START Supplied records

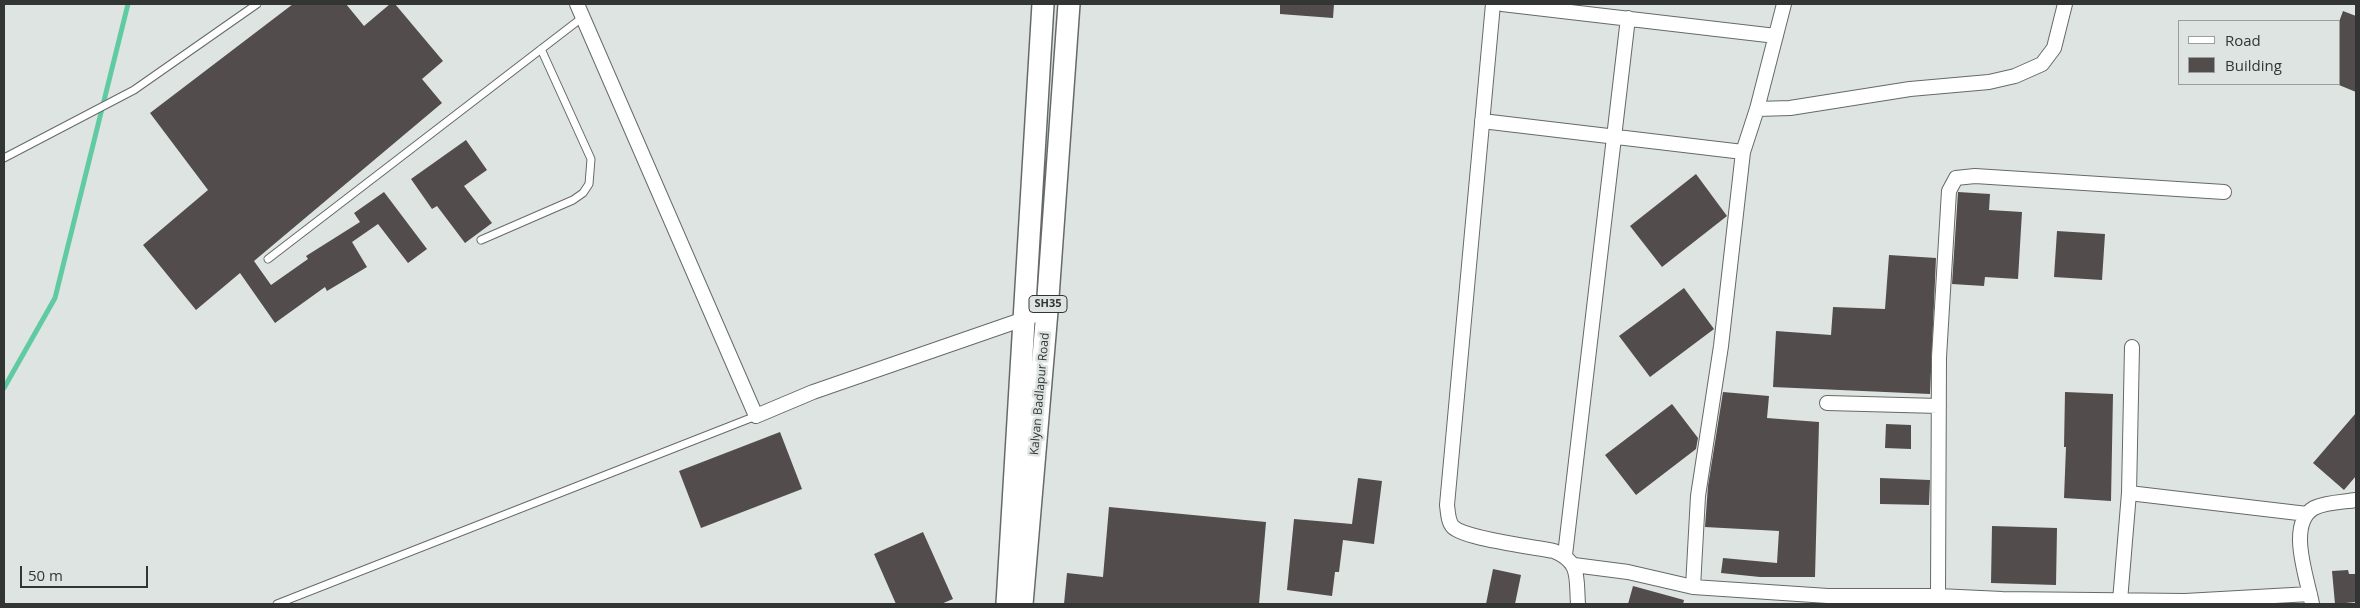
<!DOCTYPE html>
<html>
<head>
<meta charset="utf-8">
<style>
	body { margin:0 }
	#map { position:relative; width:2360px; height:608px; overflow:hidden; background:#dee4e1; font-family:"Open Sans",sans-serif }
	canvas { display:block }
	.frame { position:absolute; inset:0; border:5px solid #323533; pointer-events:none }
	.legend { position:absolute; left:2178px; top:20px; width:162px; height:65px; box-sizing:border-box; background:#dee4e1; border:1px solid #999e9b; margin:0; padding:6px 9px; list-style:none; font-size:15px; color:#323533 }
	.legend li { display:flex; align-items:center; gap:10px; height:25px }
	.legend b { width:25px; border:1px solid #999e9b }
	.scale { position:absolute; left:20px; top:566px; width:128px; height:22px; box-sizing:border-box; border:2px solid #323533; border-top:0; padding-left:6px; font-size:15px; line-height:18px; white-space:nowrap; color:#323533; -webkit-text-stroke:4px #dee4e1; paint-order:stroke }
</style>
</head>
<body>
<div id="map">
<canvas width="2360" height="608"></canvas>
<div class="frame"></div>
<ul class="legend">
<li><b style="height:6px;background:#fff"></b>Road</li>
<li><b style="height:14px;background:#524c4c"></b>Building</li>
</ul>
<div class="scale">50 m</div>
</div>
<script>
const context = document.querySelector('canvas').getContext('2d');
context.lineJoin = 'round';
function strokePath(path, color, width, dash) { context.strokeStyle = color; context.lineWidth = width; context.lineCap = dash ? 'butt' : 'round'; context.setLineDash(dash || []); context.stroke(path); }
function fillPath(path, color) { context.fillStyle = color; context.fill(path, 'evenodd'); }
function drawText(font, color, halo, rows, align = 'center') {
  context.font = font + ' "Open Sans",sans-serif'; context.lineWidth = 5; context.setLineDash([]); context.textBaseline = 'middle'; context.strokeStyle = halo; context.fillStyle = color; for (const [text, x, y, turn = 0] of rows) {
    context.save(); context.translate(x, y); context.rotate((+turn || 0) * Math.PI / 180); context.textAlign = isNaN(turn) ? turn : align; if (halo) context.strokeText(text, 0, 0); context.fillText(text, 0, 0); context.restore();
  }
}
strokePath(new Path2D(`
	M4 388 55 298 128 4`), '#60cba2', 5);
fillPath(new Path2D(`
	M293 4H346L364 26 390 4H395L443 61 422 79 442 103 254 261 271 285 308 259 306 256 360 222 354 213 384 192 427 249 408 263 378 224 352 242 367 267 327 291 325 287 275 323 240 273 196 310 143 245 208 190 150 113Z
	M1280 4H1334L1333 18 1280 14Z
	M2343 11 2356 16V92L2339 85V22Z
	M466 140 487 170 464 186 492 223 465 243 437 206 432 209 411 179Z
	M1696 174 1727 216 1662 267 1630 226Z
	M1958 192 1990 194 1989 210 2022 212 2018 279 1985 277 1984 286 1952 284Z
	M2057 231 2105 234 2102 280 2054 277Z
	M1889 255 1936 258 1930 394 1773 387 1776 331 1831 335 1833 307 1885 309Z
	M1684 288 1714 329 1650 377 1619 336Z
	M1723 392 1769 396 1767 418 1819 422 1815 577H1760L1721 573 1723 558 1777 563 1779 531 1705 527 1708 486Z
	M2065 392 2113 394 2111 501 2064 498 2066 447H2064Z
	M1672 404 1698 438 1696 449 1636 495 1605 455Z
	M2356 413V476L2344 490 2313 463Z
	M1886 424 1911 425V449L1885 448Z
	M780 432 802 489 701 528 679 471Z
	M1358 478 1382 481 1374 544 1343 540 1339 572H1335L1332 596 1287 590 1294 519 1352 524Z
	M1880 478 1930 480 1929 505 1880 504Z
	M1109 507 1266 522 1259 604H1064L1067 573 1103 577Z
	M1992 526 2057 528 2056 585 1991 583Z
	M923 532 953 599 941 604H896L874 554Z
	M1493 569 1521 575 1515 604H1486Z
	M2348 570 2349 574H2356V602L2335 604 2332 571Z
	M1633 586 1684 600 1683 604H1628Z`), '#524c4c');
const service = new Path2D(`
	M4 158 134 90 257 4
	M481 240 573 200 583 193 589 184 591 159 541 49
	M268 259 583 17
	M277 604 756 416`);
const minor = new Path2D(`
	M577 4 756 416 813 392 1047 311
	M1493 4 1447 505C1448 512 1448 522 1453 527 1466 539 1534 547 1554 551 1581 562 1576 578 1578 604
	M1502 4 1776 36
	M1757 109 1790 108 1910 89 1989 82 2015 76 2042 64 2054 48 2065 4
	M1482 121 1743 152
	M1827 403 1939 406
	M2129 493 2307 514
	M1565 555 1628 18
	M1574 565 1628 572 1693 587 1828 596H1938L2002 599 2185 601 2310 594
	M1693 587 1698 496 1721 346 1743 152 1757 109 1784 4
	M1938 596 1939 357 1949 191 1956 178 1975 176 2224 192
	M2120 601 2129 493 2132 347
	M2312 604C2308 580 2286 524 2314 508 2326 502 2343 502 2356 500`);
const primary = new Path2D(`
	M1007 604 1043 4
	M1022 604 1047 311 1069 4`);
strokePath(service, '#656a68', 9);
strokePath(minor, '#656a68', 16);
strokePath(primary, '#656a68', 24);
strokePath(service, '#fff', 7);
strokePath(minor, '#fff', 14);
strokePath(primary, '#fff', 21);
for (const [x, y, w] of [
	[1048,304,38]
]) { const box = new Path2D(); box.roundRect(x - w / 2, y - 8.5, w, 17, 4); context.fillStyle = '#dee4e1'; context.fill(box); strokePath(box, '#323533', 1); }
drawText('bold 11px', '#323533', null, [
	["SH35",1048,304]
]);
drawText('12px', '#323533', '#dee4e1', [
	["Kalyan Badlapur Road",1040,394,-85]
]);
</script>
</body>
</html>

END Supplied records

> [Action item]:
For an answer, give a copy of every line in the listing that holds the word "function".

> [The answer]:
function strokePath(path, color, width, dash) { context.strokeStyle = color; context.lineWidth = width; context.lineCap = dash ? 'butt' : 'round'; context.setLineDash(dash || []); context.stroke(path); }
function fillPath(path, color) { context.fillStyle = color; context.fill(path, 'evenodd'); }
function drawText(font, color, halo, rows, align = 'center') {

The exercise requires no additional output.